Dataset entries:
┄┄┄┄┄┄┄┄┄┄┄┄┄┄┄┄┄┄┄┄

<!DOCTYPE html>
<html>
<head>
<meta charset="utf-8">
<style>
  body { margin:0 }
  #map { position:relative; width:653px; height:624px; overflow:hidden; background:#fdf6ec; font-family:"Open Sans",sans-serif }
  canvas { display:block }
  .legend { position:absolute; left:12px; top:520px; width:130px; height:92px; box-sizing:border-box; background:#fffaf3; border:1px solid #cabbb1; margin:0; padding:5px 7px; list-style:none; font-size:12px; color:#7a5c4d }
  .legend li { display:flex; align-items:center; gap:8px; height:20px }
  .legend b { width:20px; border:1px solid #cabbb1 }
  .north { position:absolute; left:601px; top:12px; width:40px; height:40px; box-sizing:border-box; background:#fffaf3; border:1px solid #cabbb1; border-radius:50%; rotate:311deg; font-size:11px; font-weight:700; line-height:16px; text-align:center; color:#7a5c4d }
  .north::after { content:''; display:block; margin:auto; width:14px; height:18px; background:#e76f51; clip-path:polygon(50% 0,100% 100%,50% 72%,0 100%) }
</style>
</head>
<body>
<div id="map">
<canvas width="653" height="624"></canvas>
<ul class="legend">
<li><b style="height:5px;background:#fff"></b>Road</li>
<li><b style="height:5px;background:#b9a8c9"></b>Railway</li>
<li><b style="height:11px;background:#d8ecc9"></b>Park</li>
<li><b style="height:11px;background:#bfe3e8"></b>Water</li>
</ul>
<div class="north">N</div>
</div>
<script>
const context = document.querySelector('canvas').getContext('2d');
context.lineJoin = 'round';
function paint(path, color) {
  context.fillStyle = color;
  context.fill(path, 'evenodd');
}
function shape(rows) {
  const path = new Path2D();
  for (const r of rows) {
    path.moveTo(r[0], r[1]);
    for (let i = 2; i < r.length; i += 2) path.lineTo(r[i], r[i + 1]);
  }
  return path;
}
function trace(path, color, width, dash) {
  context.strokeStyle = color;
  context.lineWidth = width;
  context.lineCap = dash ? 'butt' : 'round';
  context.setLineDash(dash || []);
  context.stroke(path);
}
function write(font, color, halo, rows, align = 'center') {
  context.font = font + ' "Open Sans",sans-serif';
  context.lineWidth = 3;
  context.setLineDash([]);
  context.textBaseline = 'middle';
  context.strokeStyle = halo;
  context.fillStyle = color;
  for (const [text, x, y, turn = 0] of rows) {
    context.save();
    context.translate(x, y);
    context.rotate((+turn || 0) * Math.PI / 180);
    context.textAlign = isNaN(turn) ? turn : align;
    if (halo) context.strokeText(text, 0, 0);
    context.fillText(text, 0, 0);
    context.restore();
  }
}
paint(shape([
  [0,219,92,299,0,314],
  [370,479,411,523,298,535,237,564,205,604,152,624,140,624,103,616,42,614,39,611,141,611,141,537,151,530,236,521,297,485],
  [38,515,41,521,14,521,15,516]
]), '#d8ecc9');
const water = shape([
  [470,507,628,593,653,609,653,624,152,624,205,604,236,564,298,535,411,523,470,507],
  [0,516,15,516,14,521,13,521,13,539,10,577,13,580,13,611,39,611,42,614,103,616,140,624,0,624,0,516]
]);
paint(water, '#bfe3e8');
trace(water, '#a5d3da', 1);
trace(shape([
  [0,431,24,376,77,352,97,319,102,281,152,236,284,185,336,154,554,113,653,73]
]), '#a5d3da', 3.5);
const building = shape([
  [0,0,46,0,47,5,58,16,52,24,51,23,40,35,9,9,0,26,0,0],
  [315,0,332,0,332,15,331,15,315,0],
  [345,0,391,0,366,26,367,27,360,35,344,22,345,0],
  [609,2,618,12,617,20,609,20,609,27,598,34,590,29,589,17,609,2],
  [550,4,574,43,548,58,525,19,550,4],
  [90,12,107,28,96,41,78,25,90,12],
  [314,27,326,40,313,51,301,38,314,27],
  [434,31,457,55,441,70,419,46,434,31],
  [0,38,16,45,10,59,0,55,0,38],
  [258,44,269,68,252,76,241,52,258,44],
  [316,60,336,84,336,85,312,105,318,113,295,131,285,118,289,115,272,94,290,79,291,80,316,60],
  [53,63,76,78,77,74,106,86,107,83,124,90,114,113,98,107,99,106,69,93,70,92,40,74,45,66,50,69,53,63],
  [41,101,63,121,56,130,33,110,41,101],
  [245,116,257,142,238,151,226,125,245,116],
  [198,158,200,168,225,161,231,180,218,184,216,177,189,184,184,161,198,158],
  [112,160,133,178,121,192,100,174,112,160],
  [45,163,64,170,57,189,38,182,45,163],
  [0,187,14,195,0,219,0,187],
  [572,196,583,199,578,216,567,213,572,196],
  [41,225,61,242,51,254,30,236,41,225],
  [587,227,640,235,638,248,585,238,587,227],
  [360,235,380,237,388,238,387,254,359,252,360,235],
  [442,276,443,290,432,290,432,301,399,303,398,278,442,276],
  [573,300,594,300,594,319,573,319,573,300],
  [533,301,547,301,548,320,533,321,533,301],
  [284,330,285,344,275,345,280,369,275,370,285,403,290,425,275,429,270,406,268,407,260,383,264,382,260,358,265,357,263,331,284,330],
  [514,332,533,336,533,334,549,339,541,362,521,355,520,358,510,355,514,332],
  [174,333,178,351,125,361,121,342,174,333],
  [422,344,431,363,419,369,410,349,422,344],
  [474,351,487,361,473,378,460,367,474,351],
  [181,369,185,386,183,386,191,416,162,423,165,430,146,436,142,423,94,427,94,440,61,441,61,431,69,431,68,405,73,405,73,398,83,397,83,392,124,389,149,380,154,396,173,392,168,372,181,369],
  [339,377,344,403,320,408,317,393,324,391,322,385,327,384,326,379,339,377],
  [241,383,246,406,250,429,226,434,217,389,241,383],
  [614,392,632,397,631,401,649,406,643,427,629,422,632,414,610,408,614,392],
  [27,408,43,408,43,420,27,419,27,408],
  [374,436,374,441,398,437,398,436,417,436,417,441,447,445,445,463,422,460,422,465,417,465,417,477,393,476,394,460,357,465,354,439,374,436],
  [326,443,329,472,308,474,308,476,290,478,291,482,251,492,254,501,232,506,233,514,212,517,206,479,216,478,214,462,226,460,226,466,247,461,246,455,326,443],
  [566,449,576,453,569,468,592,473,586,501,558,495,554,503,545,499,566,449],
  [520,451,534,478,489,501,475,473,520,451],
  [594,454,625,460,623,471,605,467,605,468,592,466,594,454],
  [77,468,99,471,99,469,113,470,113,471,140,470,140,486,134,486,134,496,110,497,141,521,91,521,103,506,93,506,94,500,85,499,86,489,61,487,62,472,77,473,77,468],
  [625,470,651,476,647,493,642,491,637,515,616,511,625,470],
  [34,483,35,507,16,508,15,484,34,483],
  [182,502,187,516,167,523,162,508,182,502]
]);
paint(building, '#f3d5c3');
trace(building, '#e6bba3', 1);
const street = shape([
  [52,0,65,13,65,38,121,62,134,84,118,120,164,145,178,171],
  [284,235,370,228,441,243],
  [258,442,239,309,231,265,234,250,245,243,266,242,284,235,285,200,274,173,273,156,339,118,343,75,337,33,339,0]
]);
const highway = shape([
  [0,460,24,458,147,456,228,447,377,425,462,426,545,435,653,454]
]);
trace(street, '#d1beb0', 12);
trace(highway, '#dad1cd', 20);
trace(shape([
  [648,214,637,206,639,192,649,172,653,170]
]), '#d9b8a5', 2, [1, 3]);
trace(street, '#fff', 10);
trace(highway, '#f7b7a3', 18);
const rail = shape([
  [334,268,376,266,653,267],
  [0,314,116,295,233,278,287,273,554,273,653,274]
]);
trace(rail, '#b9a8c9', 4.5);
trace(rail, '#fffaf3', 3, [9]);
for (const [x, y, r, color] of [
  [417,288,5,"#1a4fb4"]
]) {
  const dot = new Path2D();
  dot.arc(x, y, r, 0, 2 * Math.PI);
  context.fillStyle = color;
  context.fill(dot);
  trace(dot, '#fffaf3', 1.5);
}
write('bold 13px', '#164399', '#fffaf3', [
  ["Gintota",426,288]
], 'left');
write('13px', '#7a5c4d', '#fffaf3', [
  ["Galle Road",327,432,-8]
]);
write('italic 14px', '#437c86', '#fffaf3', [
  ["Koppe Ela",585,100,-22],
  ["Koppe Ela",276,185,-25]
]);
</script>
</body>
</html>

┄┄┄┄┄┄┄┄┄┄┄┄┄┄┄┄┄┄┄┄

**Directions for this task**: Copy every line of the entries above in which "rows" occurs.

**Completed task**:
function shape(rows) {
  for (const r of rows) {
function write(font, color, halo, rows, align = 'center') {
  for (const [text, x, y, turn = 0] of rows) {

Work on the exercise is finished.